I laughed. “She has you conditioned, huh?”

“She really does.” He opened the door for me and it announced our arrival into the store with a beep.

“So Nate’s coming?”

“Is that okay?”

“Of course. You’re the driver. I have four tickets anyway so it works out.”

“Oh, that’s right. I forgot we had to have tickets for this thing. I’m glad you have enough.” He led me to the candy aisle. “Okay, so something sweet is a must.” He grabbed a bag of M&M’s. “But it has to be offset by something salty.” He picked up a bag of pretzels. “And then, of course, I need some caffeine.” He walked to the fridge and pulled out a Mountain Dew. “And that’s the perfect road trip combination.”

“You go on a lot of road trips?”

“We travel a lot. One summer my mom forced us to take a three-week trip in an RV around the United States. It was sheer torture.”

“How so?”

“Did you not hear me? I said three weeks. In an RV.”

“It sounds fun to me.”

“Says the girl who has never spent three weeks in an RV. It’s like living right on top of people. I felt like I was this close to Bec at all times.” He took two steps closer to me, pressing his chest against my shoulder. I got a whiff of his body spray and nearly closed my eyes because it smelled so good.

“That doesn’t seem so bad to me,” I said, looking up at him.

He offered me a smile. “Well, it was.” Then he put one arm around my back and grabbed a bag of Cheetos off the rack behind me. He held it between us. “These should be your salty. They’re good.”

I wrinkled my nose. “Not a Cheetos fan.”

He finally took a step back, allowing me to breathe again. “Okay, what treat would inspire you to write a letter to its maker?”

I looked at all the colorful packaging filling the aisle in front of me. Either I hadn’t tried enough junk food in my life or I wasn’t easily inspired because nothing looked good.

“Nothing?” he asked. “Tough critic. Let’s do a visualization exercise. We do this in drama sometimes.”

I did visualizations before I gave speeches at school. I’d imagine exactly what I wanted to say and how I was going to say it. I wasn’t going to do that in the snack food aisle at 7-Eleven. “It’s okay, I’ll just get . . .” I reached forward and grabbed the first thing my hand touched.

Hayden raised his brows. “Dried bananas?”

“Yep.”

“Fine, what’s your sweet item, then?”

“I’m fine with the one item. Besides, it’s both sweet and salty.”

“You need two.”

“Nate gets one,” I said, pointing to the licorice Hayden had already grabbed.

“I’m not in charge of Nate.”

I raised one eyebrow. “But you’re in charge of me?”

“Today I am and I don’t think you’re grasping the importance of the road trip snack. Close your eyes.”

A couple of kids had just entered the aisle with us, laughing and searching each shelf for something specific.

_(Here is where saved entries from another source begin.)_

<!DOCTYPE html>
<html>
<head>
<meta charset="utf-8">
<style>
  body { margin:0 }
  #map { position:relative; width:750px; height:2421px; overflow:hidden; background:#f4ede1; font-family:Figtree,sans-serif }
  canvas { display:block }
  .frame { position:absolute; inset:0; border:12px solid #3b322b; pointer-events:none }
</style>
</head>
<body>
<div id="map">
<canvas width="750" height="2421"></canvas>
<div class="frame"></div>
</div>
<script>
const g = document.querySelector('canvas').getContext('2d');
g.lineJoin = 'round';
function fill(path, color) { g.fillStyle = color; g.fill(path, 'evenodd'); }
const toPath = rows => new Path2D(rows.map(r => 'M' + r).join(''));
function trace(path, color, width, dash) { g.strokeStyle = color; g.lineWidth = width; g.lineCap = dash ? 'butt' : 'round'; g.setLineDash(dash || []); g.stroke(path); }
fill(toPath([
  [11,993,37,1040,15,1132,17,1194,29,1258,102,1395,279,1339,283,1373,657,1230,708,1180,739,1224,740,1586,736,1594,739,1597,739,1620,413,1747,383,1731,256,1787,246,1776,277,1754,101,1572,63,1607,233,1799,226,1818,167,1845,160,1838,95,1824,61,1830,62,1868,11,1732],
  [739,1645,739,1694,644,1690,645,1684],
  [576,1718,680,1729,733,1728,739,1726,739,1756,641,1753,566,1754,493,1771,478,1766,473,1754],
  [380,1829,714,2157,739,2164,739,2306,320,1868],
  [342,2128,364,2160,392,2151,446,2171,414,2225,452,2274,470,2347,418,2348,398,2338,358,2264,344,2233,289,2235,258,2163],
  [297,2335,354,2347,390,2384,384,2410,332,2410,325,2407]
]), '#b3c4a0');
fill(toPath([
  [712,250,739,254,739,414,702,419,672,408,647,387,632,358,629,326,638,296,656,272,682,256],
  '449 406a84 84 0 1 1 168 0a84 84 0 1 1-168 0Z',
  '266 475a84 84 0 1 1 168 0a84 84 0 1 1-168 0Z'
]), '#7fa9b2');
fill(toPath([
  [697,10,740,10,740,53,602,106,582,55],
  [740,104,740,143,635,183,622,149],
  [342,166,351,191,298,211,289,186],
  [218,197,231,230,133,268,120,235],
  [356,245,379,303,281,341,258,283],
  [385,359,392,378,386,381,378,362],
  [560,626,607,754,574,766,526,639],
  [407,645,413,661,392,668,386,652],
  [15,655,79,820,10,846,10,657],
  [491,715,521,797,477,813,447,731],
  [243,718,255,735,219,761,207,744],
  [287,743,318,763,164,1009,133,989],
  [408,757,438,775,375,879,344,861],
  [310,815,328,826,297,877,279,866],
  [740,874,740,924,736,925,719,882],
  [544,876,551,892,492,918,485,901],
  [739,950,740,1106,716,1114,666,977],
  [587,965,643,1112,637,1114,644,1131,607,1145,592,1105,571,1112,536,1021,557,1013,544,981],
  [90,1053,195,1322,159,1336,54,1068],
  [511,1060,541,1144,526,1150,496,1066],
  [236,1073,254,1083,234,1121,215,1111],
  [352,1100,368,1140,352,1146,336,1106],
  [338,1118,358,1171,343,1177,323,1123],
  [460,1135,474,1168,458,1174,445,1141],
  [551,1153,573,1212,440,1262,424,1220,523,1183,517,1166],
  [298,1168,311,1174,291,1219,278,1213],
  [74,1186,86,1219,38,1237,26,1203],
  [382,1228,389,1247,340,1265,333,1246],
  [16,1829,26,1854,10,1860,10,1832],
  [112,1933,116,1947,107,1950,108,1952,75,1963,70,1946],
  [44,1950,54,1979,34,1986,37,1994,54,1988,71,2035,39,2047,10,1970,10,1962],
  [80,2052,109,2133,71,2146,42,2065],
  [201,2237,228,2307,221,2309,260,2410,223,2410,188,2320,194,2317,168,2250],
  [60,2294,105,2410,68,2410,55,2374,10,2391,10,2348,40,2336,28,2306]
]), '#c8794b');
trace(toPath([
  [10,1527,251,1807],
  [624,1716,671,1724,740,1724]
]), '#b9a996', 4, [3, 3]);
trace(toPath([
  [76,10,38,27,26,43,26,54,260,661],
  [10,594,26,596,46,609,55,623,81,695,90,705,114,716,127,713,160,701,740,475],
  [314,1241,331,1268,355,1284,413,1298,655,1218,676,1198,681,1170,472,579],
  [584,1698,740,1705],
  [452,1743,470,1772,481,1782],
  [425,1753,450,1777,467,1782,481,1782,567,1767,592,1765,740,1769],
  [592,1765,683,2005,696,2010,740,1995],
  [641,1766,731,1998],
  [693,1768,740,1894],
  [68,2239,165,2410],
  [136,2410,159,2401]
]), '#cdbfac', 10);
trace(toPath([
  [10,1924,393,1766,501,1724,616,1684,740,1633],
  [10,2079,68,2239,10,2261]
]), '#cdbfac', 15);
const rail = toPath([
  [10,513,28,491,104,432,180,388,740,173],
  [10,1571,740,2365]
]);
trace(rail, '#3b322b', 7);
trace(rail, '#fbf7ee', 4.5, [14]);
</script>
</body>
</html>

“Don’t worry about them. Close your eyes.”

I sighed but closed my eyes.

“Imagine we’re driving along and we make a wrong turn and get lost in a dense forest.”

“Is there a forest on the way to UCLA?”

“Shhh . . .” He pushed a finger to my lips and I couldn’t help but laugh. “We’re visualizing, Gia, visualizing.”

“Right. Forest,” I said sloppily against his finger.

He moved his hand to my shoulder and I wasn’t sure if he leaned closer, but his voice seemed both louder and quieter at the same time. “We run out of gas in our attempt to find our way out and get trapped in the forest for three days straight. I, being fearless and strong, decide to leave the car and search out help.”